Thanks.

"Bob Phillips" <bob.phillips@notheretiscali.co.uk> wrote in message
news:%239ZVCoGlFHA.3568@tk2msftngp13.phx.gbl...
> myFormula = "=COUNTIF(E2:E" & LastRow - 1 & ",""" & currentCDBID & """)"
>
>
> --
>
> HTH
>
> RP
> (remove nothere from the email address if mailing direct)
>
>
> "Xavier Minet" <xminet@hotmail.com> wrote in message
> news:%23roepXGlFHA.1204@TK2MSFTNGP12.phx.gbl...
>> Hi,
>>
>> I am trying to identify duplicate values in an Excel 2003 column. If I
>> am
>> using the following code:
>>
>> myFormula = "=COUNTIF(E2:E" & LastRow - 1 & ",""=" & currentCDBID & """)"
>> countDUP = Evaluate(myFormula)
>> If countDUP > 1 Then ... rest of my code...
>>
>> countDUP always returns "0" as result of the evaluate call (and in my
>> spreadsheet there are obviously duplicate values)
>>
>> I thought I spotted the cause of the issue: countif requires a ";" as
>> separator between the range and the criteria. So I transformed my code
> into:
>>
>> myFormula = "=COUNTIF(E2:E" & LastRow - 1 & ";""=" & currentCDBID & """)"
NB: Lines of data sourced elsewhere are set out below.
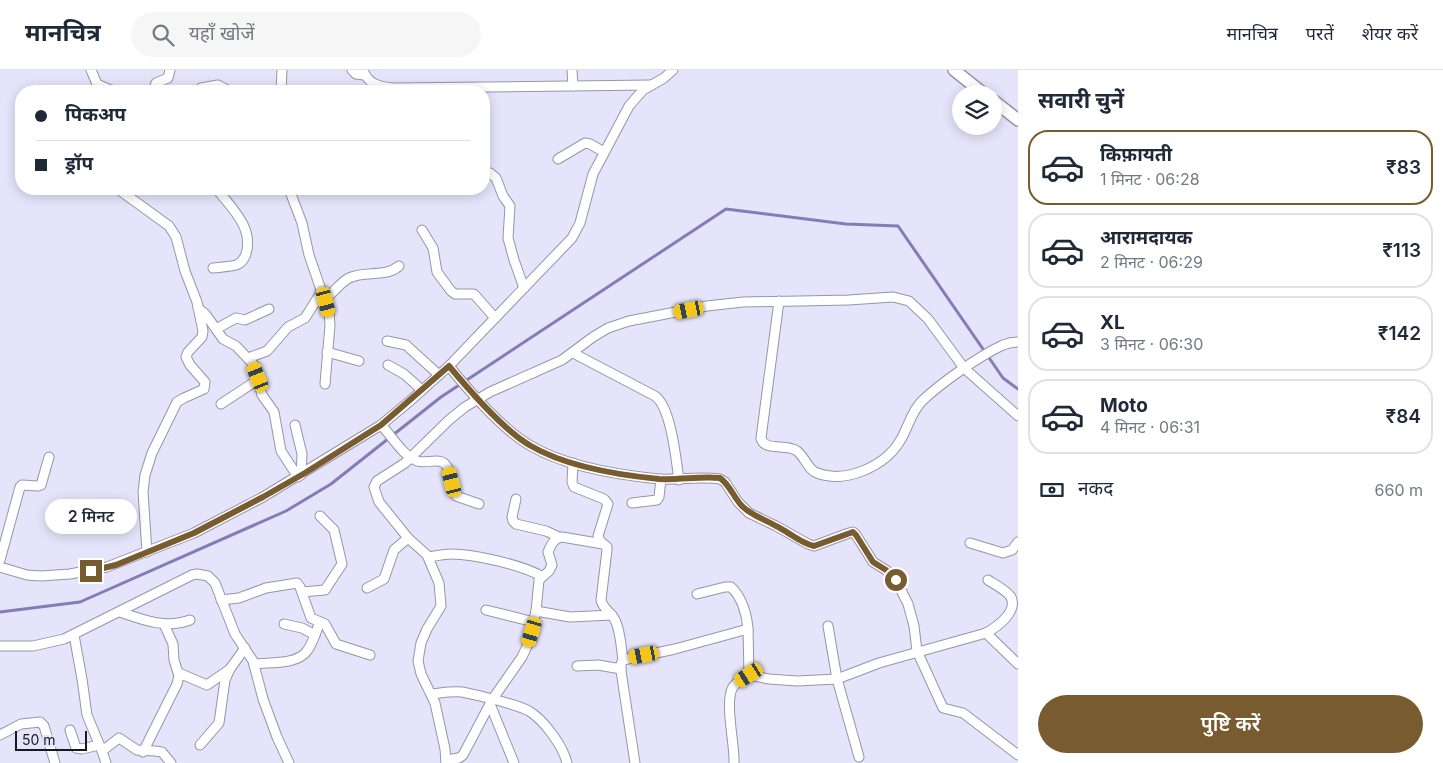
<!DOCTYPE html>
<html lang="hi">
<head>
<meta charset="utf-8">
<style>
  :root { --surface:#fff; --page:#f6f6f7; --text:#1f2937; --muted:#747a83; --line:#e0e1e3; --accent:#785c2f }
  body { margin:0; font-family:Inter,"Noto Sans Devanagari",sans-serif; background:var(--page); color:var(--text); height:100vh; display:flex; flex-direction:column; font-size:19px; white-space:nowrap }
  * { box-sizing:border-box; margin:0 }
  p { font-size:16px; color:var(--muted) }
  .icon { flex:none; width:28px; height:28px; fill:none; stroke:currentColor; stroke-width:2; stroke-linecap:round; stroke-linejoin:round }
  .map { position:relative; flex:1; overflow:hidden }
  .drawer { display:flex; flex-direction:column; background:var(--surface); width:425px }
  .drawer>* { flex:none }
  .hud { position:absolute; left:15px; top:15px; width:475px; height:110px; border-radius:20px; box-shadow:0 2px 12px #0003; display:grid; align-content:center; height:110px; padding:0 20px; background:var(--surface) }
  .fabs { position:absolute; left:952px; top:15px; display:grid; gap:10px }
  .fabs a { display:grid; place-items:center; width:50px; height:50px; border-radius:50%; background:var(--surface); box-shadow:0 2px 12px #0003; font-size:25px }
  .scale { position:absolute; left:15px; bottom:12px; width:72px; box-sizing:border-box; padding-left:5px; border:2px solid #191820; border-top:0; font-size:14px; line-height:18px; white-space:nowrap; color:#191820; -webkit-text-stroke:4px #e5e4fa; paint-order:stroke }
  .end { position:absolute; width:22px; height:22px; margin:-11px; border:6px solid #785c2f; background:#fff; box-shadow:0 0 0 2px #fff }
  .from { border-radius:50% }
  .bubble { position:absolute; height:35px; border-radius:18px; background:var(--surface); box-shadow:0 2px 12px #0003; font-size:16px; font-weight:600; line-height:35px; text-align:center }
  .car { position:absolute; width:15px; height:30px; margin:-15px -8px; border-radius:6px; box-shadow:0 0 4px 1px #0007; background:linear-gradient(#f5c518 24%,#345 0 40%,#f5c518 0 76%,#345 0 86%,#f5c518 0) }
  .hud b { display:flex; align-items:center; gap:18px; height:48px; font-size:19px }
  .hud b+b { border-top:1px solid var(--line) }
  .hud i { width:12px; height:12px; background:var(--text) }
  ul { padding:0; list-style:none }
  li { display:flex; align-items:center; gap:15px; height:75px; margin:0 10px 8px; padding:0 10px; border:2px solid var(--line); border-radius:20px }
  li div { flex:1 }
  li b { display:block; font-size:19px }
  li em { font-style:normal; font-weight:600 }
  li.on { border-color:var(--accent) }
  li>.icon { width:45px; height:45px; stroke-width:1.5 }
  h2 { padding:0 20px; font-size:22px; line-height:60px }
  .pay { display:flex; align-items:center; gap:12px; height:55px; padding:0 20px; font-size:19px }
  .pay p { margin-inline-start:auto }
  .action { display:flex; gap:10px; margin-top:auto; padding:10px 20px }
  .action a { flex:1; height:58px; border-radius:30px; background:var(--accent); color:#fff; font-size:20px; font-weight:600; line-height:58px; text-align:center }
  header { display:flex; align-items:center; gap:30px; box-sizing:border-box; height:70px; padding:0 25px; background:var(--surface); border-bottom:1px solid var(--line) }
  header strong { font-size:24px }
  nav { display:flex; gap:28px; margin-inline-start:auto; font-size:18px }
  .search { width:350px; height:45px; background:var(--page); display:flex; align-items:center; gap:12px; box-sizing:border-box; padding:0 18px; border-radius:28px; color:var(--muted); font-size:19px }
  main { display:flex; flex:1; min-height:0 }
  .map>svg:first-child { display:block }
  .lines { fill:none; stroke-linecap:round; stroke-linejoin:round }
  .stream { stroke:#837db7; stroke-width:3 }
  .minor-casing { stroke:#9695a9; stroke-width:11 }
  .tertiary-casing { stroke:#9695a9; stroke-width:14 }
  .minor { stroke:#fff; stroke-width:9 }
  .tertiary { stroke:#fff; stroke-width:11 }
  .route { stroke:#785c2f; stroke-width:6 }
</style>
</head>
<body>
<header>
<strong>मानचित्र</strong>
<div class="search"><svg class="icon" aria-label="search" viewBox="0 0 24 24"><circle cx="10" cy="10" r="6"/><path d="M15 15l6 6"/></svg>यहाँ खोजें</div>
<nav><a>मानचित्र</a><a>परतें</a><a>शेयर करें</a></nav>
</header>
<main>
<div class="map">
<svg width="1018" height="693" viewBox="0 0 1018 693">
  <rect width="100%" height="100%" fill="#e5e4fa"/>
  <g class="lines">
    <path class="stream" d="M 0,542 L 80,532 L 286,441 L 331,414 L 441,327 L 726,139 L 846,154 L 898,156 L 1003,308 L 1018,319"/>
    <g class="minor-casing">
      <g id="minor">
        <path d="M 91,0 L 97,14 L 113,21"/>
        <path d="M 352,0 L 356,4 L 364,5"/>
        <path d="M 363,0 C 368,14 379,17 393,18 L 651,15"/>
        <path d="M 572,0 L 573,16"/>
        <path d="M 153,21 L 156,13 L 168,8 L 170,0"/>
        <path d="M 198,21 L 201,18 L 218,15 L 229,21"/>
        <path d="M 281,21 L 282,0"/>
        <path d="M 558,89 L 585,73 L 590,74 L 604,82"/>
        <path d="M 484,102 L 490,103 L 496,108 L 503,126 L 510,136 L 508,168 L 514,190 L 524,218"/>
        <path d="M 118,119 L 169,156 L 176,167 L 185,201 L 197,232 L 203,261 L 202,267 L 188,282 L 186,287 L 190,295 L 205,312 L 204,319 L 184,328 L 177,332 L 152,383 L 145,405 L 143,422 L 147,482"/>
        <path d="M 289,119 L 302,153 L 309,185 L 329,243 L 330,255 L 325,314"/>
        <path d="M 422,160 L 433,178 L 437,202 L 451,221 L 455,224 L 474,224 L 495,248"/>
        <path d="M 213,198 C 220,197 229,197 236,195 C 242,193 244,189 246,184 C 254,157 231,138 217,119"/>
        <path d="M 325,229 C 333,223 341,212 349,208 C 365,200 385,208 399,196"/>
        <path d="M 779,231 L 761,368 C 764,382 787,373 797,381 C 805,387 808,400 817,403 C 846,414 885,396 900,371 C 908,358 911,342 922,331 C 941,313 979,286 1003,275 C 1008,273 1013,272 1018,272"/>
        <path d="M 198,238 L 206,245 L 223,269 L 236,276 L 254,295 L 262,325 L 274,342 L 281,381 L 298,407"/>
        <path d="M 216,259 L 236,248 L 245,250 L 269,239"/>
        <path d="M 387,271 L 406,275 L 439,305"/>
        <path d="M 327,282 L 359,291"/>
        <path d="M 573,283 L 655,326 C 671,337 676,389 679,410"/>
        <path d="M 248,288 L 267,281 L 288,257 L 305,248 L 322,221"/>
        <path d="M 388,295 L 404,304 L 422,320"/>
        <path d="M 449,296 C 468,320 504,361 531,376 C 567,397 618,405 659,409 C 680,410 701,406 720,409 L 725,412 L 738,432 L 749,443 L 776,456 L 808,474 L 814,476 L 849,463 L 853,462 L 856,465 L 873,492 L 886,500 L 896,510 L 908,534 L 914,556 L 917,581 L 943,638 L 963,643 L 1018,685"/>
        <path d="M 221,334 L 259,309"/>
        <path d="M 295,355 L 302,384 L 301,405"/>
        <path d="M 381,355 C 392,366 402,385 417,391 C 425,394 437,388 444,393 C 453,401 451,417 456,426 L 479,434"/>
        <path d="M 573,393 L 572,412 L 574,417 L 604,429 L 608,434 L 598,466 L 600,471 L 607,477 L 607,480 L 601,530 C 603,539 611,542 615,550 C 621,562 621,578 623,590 L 621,594 L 621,601 L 635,693"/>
        <path d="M 516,429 L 512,447 L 513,451 L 516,454 L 546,461 L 559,467"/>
        <path d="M 632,433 L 657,430 L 659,427 L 661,409"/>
        <path d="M 970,473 L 1003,483 L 1012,480 L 1018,472"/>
        <path d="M 428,487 C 436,486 444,484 451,484 C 474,484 522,495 541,506"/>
        <path d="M 0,490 L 20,417 L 22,415 L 38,416 L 41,415 L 49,387"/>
        <path d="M 0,497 L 27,505 L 41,506 L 70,504 L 107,497 L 194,463 L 263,427 L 381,355 L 410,331 L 449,296 L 572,168 L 580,153 L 593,104 L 629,36 L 643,20 L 664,8 L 673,0"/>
        <path d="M 367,518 L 384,509 L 394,480 L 408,468"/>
        <path d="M 302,522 L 325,520 L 342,494 L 334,460 L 320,446"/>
        <path d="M 221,530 L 239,528 L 266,518 L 297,513 L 300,517 L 311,548 L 325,554 L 336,574 L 370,585"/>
        <path d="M 486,540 L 534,552"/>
        <path d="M 536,541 L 570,547 L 612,545"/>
        <path d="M 120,542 C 143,550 166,559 190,550"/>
        <path d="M 284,554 L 302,558 L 315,565"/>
        <path d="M 828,556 L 837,609 L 859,687"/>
        <path d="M 748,559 L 749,605"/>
        <path d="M 986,563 L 1018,594"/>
        <path d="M 74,565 L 82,609 L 87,645 L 102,681 L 106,693"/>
        <path d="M 0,576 L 33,576 L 64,569 L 192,505 L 197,504 L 208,506 L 215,513 L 235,564 L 253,591 L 263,629 L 277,667 L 289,693"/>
        <path d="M 623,590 L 675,579 L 748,559 C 747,545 742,527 731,517 L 725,517 L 697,524"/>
        <path d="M 254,594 C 269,592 297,595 307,581 C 313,573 316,561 320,552"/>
        <path d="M 577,596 L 598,595 L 621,599"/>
        <path d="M 179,603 L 207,615 L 230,599"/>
        <path d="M 431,624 C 441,623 452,621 462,622 C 477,625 516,634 529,641 C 544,650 563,676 567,693"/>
        <path d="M 490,634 L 514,693"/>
        <path d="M 70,660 L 76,678 L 82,679 L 99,675"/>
        <path d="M 0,665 L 21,654 L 40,652 L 44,656 L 55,693"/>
        <path d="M 200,675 L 219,653 L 225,610 L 230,599 L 245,578"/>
        <path d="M 102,681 L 119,668 L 137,680 L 155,681 L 162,682 L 171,693"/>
        <path d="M 143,682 L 177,614 L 179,606 L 174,590 L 173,574 L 164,554"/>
        <path d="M 446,690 L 459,688 L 463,685 L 492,630 L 522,587 L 529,572 L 536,541 L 539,510 L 549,501 L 552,495 L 548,482 C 551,475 554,468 562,467 L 603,474"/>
        <path d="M 446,693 L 445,679 L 435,633 L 421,604 L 418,591 L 421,573 L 427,559 L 441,536 L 439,513 L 427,485 L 408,468 L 379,432 L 374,417 L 377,411 L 405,393 L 449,350 L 465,337 L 490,322 L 562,290 L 593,267 L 608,258 L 629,251 L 707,236 L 743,232 L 849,230 L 893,227 L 909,231 L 928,249 L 964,298 L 1018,346"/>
        <path d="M 734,693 C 735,675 724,631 733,617 C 737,612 743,608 749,605 L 769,609 L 797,611 L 837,609 L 879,593 L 986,563 C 997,557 1018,542 1011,527 C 1006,520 996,515 988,510"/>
      </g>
    </g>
    <g class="tertiary-casing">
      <g id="tertiary">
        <path d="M 954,0 L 984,24"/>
        <path d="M 994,31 L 1018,50"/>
      </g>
    </g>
    <use href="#minor" class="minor"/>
    <use href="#tertiary" class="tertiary"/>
  </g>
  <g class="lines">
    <path class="route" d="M 91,501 L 116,495 L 194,463 L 263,427 L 305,403 L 381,355 L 449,296 C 469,320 504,361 531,376 C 567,397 618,405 659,409 C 680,410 701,406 720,408 C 730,415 734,428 742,436 C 752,446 764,449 776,456 C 789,462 800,473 814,476 L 853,462 L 856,465 L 873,492 L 886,500 L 896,510"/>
  </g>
</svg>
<div class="fabs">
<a><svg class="icon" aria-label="layers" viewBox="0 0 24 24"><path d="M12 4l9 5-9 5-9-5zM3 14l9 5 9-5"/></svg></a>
</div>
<div class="scale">50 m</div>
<i class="end from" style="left:896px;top:510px"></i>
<i class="end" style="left:91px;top:501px"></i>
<div class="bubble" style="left:45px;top:429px;width:92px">2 मिनट</div>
<i class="car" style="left:326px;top:232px;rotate:165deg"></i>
<i class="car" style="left:689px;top:240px;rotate:259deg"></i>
<i class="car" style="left:258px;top:307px;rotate:338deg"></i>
<i class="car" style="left:452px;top:412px;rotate:346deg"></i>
<i class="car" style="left:532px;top:562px;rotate:197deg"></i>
<i class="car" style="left:644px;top:585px;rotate:259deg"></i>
<i class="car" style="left:749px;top:605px;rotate:237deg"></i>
<div class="hud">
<b><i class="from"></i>पिकअप</b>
<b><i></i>ड्रॉप</b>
</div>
</div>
<section class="drawer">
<h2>सवारी चुनें</h2>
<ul>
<li class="on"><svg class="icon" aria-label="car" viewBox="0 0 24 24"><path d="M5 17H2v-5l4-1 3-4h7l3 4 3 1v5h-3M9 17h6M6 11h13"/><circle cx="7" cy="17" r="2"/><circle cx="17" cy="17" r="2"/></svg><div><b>किफ़ायती</b><p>1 मिनट · 06:28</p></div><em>₹83</em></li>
<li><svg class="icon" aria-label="car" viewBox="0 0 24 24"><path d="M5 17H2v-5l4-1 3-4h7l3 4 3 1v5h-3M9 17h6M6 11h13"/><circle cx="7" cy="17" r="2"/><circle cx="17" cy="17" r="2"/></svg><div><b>आरामदायक</b><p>2 मिनट · 06:29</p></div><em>₹113</em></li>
<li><svg class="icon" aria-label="car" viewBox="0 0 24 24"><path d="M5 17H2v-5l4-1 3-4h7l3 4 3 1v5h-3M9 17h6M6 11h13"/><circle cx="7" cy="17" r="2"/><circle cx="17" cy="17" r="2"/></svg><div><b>XL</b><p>3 मिनट · 06:30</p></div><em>₹142</em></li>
<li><svg class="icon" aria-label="car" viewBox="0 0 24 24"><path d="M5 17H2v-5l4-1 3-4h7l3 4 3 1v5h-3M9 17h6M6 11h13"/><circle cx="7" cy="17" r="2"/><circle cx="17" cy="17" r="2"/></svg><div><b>Moto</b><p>4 मिनट · 06:31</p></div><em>₹84</em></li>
</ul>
<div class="pay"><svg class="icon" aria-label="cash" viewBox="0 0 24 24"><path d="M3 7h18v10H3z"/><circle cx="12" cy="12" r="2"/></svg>नकद<p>660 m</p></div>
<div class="action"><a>पुष्टि करें</a></div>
</section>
</main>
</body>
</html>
>> countDUP = Evaluate(myFormula)
>> If countDUP > 1 Then ... rest of my code...
>>
>> And now countDUP always contains "Error 2015" which refers to a type
>> mismatch.
>>
>> Does anyone know what is the cause of my problem ?
>>
>> Any help would be appreciated.
>>
>>
>> Xavier
>>
>>
>
>